START DATA IN THIS EXERCISE

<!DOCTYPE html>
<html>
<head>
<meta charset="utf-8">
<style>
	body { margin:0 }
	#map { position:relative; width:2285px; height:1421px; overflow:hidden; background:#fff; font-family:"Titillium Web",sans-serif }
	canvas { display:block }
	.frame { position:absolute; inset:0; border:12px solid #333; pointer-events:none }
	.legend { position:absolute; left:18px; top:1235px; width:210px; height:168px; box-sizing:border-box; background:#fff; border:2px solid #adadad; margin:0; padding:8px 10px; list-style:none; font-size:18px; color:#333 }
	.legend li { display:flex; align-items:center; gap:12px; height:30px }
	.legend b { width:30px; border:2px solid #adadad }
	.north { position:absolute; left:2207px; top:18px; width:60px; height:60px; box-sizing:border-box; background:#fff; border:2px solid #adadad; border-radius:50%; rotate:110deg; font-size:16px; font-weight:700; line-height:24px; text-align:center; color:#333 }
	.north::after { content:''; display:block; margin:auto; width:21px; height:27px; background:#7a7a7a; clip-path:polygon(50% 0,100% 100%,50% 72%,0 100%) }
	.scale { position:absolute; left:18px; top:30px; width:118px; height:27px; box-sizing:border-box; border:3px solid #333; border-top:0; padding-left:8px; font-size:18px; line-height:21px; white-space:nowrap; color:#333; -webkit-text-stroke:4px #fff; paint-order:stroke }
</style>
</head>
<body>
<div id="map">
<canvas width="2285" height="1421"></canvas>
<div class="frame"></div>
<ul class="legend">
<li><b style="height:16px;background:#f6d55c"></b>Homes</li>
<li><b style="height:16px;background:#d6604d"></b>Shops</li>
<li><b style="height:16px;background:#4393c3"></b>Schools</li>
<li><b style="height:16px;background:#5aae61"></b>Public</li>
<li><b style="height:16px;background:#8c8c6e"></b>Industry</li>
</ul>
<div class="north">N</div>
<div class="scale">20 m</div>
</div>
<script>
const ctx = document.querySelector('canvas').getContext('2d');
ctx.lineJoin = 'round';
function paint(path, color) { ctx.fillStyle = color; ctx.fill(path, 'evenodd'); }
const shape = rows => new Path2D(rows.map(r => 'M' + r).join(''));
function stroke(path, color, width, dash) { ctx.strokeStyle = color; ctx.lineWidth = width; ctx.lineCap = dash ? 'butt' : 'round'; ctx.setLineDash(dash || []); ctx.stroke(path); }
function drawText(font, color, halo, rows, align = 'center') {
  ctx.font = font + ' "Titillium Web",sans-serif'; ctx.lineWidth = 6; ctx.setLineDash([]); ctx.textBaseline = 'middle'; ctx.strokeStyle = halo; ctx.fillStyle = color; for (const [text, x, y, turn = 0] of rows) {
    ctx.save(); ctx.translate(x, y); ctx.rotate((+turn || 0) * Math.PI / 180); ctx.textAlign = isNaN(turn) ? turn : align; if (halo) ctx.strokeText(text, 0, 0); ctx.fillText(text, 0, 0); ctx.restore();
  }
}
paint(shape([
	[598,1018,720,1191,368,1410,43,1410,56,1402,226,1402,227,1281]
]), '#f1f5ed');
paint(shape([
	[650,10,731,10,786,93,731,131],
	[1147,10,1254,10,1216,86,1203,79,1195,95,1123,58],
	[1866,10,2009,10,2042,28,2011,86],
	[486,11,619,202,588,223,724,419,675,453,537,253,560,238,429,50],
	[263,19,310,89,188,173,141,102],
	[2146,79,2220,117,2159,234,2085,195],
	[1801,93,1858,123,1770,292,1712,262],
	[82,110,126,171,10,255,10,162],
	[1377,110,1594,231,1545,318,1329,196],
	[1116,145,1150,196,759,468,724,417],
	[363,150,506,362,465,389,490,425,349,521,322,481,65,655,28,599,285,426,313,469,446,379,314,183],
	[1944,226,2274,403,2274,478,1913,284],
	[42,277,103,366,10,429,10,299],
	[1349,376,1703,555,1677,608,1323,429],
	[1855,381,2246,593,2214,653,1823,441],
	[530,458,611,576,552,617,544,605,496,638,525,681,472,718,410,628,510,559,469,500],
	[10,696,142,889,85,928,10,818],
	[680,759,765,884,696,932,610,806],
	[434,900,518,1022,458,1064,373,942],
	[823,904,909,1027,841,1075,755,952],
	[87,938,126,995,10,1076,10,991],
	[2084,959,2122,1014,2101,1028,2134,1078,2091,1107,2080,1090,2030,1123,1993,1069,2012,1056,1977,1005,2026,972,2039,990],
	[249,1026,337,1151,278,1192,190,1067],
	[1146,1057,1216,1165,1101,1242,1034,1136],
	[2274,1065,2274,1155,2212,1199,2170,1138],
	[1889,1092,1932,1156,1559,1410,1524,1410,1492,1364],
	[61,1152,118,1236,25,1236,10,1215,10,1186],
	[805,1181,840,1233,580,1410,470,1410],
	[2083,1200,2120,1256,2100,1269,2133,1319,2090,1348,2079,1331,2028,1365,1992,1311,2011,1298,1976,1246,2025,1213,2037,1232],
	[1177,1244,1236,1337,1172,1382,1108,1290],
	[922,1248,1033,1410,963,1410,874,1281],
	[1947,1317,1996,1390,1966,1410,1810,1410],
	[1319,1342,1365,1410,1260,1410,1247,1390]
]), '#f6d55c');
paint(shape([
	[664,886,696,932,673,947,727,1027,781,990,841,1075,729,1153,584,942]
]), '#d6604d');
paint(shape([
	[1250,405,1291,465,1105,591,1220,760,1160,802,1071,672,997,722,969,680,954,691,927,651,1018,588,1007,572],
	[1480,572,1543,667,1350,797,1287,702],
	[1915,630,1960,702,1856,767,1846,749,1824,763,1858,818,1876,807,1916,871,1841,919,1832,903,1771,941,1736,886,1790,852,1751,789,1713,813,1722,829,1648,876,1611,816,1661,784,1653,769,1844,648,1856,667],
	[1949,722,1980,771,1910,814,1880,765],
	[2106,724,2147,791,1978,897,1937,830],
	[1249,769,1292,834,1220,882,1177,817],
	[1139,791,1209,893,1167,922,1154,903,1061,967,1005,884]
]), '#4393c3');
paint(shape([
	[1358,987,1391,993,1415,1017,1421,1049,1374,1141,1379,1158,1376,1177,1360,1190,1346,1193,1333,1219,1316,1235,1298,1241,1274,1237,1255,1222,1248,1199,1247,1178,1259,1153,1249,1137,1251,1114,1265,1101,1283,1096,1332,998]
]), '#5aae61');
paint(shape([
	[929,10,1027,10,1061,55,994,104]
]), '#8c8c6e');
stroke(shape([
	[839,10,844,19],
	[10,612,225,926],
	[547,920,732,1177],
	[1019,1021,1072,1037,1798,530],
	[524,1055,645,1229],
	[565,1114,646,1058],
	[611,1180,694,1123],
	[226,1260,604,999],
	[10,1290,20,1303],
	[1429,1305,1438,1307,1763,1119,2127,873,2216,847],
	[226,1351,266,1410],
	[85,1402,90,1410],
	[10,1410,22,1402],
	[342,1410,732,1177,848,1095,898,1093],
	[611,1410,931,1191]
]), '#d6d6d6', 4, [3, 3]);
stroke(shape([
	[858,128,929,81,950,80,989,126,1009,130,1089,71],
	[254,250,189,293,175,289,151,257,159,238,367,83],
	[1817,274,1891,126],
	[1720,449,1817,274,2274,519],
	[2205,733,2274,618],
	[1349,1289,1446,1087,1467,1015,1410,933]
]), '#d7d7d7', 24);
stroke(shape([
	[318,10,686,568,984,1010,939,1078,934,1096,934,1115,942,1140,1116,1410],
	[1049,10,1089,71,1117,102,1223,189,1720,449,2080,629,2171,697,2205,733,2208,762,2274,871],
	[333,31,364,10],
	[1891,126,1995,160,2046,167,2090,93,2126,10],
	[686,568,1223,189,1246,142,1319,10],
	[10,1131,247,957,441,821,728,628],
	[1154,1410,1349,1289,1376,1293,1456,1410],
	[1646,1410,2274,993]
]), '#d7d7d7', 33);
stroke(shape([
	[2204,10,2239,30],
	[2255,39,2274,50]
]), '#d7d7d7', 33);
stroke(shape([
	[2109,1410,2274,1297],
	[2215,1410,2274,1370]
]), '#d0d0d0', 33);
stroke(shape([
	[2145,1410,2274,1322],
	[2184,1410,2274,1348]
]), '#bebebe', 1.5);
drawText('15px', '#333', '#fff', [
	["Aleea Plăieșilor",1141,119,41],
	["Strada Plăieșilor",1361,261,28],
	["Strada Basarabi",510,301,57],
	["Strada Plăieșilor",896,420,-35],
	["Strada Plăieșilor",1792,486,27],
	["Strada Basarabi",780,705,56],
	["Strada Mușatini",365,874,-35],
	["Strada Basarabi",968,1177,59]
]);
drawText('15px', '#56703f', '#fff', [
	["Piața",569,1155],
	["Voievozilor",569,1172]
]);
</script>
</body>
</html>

END DATA IN THIS EXERCISE

> _TASK DIRECTIONS_
Your answer must be a single number: the count of lines in the data that contain the string "border".

> _OUTPUT_
5